Could you please find each line in the records that contains the word "Road" and copy it?

----------

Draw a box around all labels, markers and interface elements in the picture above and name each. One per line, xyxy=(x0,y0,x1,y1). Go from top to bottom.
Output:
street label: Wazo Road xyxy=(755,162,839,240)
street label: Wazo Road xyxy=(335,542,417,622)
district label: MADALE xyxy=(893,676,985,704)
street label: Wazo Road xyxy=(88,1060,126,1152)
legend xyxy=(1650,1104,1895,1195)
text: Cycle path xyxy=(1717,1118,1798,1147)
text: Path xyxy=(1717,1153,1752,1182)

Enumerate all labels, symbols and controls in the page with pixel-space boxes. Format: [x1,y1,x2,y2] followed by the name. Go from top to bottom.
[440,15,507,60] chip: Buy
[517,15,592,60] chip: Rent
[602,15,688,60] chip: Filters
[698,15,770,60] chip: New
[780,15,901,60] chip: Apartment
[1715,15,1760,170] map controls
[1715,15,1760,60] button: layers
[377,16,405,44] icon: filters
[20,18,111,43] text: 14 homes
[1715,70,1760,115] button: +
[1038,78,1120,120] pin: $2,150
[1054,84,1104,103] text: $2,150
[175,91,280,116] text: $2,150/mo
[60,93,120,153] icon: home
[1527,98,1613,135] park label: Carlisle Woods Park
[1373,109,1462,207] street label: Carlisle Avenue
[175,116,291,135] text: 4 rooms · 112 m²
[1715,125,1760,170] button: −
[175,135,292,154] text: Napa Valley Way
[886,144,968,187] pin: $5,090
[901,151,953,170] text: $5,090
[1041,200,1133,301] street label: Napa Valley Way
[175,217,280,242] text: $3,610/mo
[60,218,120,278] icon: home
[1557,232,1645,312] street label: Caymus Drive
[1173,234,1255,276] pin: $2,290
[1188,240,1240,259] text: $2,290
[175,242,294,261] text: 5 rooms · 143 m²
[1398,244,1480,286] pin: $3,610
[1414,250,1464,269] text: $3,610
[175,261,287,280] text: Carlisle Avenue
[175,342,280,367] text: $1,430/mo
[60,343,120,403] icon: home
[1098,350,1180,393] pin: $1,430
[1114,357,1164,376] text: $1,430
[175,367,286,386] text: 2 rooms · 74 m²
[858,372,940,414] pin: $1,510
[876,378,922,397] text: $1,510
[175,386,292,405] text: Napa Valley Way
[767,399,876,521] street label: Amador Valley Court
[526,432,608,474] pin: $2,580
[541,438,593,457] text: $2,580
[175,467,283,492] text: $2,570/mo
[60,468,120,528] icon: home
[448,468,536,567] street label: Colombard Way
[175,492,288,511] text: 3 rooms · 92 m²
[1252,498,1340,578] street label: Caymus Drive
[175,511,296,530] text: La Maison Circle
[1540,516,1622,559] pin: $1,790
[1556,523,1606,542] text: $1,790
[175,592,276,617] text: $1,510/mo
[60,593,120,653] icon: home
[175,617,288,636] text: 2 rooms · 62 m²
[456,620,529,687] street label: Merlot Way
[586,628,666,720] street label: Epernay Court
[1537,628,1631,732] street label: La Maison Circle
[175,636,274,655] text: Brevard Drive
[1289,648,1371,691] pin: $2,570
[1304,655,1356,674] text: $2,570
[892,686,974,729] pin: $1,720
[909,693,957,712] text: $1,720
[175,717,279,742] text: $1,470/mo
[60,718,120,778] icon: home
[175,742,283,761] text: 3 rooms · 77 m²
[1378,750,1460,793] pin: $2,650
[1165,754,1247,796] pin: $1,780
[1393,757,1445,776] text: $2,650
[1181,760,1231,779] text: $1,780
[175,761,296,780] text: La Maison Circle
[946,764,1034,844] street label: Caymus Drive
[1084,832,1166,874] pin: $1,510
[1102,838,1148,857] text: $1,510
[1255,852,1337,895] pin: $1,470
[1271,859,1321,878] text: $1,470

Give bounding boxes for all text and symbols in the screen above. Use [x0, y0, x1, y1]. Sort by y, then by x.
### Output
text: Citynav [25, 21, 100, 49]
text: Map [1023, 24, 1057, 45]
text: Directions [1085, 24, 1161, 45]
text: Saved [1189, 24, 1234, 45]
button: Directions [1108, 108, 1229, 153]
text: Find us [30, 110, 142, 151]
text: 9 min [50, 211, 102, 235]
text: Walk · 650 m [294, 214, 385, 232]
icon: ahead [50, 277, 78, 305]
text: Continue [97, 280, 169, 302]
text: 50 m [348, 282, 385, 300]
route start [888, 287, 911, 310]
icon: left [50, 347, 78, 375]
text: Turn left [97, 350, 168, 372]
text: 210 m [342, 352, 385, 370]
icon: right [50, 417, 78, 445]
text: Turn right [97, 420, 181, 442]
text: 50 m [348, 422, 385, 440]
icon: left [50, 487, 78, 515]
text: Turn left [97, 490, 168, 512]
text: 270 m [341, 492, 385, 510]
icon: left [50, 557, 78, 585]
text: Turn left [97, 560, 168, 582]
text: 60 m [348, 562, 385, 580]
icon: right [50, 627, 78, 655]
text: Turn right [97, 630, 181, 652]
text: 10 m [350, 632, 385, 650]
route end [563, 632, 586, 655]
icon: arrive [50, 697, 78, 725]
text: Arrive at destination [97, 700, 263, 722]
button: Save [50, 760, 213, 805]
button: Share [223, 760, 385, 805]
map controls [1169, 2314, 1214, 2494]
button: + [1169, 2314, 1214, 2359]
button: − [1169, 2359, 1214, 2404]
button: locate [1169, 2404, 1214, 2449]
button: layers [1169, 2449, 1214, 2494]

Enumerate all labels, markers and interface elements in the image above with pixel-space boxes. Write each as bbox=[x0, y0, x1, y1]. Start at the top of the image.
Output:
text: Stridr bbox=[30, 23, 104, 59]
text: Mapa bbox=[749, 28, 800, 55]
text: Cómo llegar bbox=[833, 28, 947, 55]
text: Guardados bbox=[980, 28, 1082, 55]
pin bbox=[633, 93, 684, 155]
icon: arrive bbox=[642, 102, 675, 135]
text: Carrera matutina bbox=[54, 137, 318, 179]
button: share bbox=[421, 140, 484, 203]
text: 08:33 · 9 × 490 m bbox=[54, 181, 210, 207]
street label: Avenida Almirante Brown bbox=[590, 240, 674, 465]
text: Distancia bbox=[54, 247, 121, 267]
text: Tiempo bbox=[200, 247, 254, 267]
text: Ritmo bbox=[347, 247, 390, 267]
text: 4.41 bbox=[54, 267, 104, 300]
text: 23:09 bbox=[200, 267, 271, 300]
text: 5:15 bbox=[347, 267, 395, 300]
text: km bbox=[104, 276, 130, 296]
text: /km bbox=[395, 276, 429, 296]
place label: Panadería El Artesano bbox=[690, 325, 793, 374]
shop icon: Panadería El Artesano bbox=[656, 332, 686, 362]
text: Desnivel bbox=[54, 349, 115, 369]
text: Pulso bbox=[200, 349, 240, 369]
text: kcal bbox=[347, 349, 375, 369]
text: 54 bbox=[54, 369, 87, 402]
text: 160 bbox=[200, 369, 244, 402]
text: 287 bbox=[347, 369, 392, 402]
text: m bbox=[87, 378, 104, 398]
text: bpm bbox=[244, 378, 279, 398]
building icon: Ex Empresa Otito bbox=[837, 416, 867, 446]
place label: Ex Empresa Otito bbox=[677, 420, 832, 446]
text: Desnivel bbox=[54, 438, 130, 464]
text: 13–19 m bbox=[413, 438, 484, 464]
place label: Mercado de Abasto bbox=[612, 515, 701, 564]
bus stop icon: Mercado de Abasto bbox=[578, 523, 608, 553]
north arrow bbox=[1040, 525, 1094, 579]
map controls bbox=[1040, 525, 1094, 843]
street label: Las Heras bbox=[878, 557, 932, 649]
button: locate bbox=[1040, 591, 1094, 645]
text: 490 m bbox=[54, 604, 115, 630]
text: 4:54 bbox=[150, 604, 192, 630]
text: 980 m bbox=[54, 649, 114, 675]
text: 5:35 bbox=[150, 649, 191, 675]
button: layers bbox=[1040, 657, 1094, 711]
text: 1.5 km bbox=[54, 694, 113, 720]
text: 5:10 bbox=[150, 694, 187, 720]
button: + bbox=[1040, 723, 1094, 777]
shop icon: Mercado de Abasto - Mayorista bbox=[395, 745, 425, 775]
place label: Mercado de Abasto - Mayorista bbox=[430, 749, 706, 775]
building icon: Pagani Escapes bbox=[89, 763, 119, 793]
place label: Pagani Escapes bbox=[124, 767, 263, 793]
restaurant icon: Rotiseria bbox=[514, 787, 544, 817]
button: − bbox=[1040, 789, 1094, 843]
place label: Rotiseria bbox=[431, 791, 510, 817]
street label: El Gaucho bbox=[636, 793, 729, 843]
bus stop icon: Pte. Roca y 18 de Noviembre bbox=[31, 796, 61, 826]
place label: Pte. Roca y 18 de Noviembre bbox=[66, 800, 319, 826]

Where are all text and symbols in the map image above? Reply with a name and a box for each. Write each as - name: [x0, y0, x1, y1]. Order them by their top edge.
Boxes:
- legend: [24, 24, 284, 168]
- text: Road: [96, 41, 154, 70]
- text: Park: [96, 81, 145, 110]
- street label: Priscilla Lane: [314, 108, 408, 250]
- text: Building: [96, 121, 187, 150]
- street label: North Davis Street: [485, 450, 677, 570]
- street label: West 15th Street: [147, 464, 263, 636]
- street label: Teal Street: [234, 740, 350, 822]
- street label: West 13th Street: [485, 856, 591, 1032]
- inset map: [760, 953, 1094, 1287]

----------

RESPONSE TO THIS EXERCISE –
street label: Wazo Road xyxy=(755,162,839,240)
street label: Wazo Road xyxy=(335,542,417,622)
street label: Wazo Road xyxy=(88,1060,126,1152)
- text: Road: [96, 41, 154, 70]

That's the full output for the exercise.